DATA EXTRACTS below:
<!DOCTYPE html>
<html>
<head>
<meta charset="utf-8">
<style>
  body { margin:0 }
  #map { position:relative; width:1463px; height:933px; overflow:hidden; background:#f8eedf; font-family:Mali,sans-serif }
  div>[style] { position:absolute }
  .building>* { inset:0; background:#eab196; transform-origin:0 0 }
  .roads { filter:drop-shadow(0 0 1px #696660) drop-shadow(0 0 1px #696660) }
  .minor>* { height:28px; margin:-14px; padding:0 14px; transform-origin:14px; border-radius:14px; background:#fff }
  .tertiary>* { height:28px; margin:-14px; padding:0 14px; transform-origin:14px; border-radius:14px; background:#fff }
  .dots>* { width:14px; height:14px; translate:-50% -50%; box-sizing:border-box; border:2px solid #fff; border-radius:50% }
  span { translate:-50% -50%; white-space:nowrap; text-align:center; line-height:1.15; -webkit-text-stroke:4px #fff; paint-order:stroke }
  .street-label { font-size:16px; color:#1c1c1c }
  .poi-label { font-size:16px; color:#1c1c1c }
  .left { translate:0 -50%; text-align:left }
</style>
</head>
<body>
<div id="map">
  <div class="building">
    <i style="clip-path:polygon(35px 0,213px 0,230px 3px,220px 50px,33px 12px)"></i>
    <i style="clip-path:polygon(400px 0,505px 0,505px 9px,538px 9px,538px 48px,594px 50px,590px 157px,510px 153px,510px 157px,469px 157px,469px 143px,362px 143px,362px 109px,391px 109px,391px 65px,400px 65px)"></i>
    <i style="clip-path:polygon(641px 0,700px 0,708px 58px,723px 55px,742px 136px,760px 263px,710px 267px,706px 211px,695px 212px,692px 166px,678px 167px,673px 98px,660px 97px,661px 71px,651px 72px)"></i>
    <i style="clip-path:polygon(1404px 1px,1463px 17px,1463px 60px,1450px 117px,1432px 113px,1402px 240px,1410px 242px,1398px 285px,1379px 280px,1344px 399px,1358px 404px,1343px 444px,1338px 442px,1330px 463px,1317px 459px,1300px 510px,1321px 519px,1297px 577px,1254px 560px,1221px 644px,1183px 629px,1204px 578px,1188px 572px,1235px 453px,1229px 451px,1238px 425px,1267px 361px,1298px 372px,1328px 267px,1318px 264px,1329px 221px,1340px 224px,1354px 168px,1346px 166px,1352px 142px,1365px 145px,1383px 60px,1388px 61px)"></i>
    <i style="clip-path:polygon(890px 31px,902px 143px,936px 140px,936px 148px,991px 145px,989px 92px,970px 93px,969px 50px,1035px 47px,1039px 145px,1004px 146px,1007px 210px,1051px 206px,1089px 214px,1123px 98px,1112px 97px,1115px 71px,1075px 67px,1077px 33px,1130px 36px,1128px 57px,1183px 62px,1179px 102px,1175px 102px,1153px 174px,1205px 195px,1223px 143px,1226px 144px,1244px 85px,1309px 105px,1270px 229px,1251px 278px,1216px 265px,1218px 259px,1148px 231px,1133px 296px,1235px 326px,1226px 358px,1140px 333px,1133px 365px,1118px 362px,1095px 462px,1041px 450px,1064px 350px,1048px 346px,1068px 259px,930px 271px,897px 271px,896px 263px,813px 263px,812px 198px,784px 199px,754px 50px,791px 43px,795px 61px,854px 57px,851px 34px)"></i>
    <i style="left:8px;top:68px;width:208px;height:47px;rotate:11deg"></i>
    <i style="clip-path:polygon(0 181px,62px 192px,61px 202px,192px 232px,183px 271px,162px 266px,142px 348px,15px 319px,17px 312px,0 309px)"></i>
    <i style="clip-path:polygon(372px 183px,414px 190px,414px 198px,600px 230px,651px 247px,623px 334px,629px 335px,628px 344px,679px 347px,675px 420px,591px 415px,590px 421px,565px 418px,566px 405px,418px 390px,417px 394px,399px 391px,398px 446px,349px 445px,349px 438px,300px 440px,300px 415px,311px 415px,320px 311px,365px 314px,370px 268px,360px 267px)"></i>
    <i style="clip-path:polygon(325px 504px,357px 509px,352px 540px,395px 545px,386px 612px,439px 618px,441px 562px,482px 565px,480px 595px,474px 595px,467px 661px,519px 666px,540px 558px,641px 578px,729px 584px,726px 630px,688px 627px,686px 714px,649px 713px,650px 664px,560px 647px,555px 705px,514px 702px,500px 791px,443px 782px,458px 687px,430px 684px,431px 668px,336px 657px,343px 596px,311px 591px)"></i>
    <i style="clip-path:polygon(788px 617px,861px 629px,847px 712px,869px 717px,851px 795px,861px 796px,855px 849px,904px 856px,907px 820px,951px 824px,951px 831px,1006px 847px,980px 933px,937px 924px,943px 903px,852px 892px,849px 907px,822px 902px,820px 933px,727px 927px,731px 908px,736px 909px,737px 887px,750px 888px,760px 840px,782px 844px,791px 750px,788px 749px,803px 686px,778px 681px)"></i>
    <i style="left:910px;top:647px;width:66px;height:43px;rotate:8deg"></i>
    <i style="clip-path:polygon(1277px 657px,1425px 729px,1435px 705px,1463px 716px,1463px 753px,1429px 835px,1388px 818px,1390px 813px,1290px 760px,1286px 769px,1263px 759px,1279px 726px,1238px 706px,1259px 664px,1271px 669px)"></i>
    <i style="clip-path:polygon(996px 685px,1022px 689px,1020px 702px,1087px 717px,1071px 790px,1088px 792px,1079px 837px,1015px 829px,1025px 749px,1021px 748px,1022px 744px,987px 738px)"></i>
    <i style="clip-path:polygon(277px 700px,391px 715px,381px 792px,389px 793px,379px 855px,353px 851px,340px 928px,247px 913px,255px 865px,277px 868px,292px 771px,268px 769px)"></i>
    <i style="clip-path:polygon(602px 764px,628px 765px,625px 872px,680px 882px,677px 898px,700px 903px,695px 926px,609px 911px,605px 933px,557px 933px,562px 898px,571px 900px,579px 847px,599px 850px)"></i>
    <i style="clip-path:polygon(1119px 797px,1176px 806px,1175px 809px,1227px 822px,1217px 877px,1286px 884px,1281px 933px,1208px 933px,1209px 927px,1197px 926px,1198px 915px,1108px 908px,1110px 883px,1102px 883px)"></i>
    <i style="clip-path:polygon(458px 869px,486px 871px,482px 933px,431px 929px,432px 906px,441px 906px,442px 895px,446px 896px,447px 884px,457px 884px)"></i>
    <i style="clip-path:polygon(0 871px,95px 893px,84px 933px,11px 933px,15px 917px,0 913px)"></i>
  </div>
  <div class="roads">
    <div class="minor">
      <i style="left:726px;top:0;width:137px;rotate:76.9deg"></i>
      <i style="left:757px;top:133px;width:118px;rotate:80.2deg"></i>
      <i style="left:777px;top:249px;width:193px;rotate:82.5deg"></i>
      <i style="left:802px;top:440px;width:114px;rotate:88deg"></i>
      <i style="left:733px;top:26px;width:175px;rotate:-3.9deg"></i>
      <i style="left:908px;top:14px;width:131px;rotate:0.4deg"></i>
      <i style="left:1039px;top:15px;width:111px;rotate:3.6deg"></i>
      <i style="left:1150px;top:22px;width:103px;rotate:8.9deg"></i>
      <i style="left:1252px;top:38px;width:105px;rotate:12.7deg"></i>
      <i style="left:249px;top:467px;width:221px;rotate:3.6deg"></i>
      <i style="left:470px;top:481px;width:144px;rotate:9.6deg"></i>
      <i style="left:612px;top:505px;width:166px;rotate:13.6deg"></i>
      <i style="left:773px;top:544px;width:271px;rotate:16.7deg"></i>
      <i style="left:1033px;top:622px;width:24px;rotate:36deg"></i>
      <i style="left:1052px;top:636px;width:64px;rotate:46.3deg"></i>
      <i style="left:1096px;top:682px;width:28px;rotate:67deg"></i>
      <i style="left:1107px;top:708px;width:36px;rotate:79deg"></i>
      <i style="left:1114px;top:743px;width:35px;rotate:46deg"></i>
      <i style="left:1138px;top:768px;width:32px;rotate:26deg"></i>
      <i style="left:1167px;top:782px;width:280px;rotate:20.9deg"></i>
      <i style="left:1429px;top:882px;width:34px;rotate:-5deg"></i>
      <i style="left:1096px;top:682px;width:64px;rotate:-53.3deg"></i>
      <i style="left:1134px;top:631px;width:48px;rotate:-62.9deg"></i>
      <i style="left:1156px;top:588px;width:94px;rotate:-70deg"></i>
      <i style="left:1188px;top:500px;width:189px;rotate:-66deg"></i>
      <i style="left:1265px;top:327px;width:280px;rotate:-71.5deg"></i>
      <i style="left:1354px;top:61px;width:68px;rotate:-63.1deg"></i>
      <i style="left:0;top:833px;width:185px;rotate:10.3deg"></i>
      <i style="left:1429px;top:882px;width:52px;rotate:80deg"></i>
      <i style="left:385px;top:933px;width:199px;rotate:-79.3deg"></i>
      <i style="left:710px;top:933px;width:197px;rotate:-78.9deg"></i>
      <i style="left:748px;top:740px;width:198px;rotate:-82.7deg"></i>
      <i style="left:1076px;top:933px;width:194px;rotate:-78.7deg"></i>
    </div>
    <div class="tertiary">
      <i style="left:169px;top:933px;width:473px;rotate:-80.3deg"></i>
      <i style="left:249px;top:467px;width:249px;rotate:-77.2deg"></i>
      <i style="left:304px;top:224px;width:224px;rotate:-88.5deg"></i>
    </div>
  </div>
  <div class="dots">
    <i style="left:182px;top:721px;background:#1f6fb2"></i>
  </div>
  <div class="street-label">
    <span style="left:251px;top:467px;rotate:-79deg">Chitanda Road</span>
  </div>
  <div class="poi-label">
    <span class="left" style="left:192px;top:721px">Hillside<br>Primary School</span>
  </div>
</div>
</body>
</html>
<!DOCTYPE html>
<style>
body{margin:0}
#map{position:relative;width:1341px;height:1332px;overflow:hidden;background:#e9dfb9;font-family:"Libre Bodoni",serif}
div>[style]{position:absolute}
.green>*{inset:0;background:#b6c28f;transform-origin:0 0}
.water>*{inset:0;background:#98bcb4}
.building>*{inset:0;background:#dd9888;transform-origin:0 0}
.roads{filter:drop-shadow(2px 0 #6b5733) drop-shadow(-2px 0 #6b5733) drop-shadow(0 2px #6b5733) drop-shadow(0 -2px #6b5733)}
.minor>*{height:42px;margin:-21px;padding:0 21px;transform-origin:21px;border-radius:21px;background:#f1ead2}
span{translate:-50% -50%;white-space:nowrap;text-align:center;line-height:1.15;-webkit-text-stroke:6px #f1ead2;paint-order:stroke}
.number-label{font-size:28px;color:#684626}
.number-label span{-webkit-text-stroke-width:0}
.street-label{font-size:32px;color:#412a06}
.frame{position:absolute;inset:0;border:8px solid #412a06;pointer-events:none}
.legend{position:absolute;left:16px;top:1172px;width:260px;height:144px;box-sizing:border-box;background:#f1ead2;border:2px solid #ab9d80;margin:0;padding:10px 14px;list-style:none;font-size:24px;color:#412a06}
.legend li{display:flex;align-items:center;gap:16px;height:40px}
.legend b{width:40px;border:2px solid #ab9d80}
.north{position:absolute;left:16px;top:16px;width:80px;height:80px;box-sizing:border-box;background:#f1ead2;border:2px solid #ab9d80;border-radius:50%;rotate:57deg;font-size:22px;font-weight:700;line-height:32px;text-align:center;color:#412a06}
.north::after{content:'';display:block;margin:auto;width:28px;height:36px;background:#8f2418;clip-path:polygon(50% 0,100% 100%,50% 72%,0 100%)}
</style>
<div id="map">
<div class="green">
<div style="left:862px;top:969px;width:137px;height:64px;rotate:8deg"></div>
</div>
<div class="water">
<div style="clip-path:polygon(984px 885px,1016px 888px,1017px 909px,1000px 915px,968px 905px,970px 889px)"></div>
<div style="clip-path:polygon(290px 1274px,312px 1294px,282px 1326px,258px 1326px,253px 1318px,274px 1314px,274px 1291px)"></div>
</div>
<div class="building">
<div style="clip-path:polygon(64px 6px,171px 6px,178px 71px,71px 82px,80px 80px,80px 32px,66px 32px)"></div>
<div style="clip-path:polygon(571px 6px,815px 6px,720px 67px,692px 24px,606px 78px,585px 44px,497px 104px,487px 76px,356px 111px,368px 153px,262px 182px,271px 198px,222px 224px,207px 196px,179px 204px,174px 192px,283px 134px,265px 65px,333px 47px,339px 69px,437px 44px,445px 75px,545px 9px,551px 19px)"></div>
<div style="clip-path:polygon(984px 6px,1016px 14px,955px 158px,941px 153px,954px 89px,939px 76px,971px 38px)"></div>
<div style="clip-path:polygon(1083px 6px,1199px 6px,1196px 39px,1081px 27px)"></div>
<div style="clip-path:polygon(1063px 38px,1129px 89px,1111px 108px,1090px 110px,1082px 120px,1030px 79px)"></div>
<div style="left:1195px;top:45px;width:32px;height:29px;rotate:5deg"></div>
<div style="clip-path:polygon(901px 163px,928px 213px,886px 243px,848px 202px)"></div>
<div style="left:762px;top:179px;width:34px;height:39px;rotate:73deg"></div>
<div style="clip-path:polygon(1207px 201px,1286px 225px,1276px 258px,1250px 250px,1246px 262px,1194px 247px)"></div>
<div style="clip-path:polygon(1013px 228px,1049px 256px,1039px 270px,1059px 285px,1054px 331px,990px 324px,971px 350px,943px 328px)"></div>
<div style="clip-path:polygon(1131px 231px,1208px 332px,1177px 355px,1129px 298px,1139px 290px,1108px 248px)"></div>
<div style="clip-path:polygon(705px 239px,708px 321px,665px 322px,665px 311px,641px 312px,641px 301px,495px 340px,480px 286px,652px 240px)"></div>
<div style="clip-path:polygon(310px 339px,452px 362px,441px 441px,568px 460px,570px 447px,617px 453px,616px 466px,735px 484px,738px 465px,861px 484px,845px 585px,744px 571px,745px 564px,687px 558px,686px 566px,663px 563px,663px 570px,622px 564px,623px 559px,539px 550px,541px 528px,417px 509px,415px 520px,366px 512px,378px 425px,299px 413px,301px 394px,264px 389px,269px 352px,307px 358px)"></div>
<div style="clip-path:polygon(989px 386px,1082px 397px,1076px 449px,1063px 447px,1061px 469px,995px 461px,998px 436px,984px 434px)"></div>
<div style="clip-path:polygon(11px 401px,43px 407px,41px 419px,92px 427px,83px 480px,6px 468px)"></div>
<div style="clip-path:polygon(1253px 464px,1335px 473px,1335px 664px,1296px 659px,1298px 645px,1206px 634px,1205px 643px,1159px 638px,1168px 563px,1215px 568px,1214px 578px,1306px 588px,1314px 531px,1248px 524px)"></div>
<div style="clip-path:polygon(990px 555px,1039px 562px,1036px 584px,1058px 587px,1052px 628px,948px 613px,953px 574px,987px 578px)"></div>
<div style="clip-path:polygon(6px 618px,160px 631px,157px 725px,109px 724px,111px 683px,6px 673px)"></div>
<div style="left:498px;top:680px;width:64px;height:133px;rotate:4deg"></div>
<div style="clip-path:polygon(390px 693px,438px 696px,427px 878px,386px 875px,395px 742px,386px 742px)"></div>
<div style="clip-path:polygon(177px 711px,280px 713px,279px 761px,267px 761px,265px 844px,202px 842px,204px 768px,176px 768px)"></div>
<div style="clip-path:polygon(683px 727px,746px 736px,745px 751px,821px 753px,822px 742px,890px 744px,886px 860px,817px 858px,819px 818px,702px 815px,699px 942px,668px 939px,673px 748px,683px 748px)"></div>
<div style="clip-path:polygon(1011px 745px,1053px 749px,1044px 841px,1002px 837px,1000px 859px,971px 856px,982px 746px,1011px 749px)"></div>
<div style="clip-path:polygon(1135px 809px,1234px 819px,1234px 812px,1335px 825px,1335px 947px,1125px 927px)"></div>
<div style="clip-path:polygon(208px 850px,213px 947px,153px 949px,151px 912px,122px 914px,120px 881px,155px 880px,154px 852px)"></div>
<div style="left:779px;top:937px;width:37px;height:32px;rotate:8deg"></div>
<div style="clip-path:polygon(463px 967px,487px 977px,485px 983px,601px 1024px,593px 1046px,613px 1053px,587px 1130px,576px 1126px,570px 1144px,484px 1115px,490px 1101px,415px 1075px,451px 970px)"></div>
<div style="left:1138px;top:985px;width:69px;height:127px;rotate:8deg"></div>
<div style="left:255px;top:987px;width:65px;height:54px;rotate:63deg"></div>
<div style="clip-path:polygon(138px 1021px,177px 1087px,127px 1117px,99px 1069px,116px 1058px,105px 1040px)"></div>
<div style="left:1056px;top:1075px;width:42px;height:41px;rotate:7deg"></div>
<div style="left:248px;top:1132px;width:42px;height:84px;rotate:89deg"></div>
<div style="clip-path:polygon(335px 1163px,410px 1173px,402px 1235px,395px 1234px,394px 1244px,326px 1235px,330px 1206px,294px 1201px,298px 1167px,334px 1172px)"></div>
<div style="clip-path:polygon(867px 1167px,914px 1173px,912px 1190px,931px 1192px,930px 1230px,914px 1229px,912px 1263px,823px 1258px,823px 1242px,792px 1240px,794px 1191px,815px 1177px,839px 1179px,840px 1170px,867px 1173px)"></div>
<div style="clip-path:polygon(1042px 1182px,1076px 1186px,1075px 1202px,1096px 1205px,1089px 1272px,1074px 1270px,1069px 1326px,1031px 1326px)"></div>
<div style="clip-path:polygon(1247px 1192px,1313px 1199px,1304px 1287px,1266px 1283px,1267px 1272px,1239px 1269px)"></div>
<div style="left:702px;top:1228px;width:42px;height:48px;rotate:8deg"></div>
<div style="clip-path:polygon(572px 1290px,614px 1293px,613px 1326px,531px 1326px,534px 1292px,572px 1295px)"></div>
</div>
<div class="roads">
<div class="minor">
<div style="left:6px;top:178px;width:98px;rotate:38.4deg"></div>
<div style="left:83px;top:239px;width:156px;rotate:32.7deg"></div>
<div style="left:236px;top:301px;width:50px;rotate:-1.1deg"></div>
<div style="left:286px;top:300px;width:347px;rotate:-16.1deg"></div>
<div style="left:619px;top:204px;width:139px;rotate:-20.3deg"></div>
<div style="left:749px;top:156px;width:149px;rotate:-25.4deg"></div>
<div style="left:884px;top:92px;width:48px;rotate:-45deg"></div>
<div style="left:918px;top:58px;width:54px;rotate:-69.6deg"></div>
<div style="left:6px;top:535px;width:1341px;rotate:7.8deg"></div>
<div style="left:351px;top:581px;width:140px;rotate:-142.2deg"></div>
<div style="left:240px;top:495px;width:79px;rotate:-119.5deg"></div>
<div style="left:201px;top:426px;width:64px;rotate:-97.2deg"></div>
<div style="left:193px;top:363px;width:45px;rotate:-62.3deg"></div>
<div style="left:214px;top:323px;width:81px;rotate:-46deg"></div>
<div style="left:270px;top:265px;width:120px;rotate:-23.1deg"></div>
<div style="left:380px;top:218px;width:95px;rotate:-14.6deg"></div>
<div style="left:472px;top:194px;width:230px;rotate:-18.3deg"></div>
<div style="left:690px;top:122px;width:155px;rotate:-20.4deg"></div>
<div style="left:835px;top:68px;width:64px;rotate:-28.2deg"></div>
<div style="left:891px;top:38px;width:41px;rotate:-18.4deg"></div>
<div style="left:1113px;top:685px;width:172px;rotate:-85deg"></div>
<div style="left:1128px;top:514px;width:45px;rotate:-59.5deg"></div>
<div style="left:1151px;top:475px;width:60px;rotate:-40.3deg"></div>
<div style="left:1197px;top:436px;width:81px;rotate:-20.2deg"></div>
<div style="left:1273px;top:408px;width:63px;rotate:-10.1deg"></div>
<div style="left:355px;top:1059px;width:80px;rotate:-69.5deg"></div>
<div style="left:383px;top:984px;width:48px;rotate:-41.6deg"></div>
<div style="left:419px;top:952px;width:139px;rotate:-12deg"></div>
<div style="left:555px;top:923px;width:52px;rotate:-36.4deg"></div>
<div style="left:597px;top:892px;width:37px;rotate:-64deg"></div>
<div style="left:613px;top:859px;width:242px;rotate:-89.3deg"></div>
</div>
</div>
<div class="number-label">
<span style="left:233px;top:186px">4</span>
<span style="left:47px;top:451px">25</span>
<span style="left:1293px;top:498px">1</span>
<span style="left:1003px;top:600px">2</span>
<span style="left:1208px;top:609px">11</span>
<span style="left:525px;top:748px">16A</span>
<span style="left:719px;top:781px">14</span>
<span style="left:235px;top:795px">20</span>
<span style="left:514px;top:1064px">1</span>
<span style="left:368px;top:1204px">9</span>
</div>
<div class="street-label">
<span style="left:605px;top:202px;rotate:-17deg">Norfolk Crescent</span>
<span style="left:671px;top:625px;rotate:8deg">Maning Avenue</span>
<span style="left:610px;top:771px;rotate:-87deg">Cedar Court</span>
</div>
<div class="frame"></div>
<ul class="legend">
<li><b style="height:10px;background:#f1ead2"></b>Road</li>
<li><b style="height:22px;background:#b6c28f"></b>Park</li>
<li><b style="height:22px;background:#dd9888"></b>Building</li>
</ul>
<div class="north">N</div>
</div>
End of DATA EXTRACTS.
▶ [AIM OF THE EXERCISE]
Word for word, restate the data above from its first line down to and including the line with "width:14px; height:14px; translate:-50%".

▶ [OUTPUT FOR THIS EXERCISE]
<!DOCTYPE html>
<html>
<head>
<meta charset="utf-8">
<style>
  body { margin:0 }
  #map { position:relative; width:1463px; height:933px; overflow:hidden; background:#f8eedf; font-family:Mali,sans-serif }
  div>[style] { position:absolute }
  .building>* { inset:0; background:#eab196; transform-origin:0 0 }
  .roads { filter:drop-shadow(0 0 1px #696660) drop-shadow(0 0 1px #696660) }
  .minor>* { height:28px; margin:-14px; padding:0 14px; transform-origin:14px; border-radius:14px; background:#fff }
  .tertiary>* { height:28px; margin:-14px; padding:0 14px; transform-origin:14px; border-radius:14px; background:#fff }
  .dots>* { width:14px; height:14px; translate:-50% -50%; box-sizing:border-box; border:2px solid #fff; border-radius:50% }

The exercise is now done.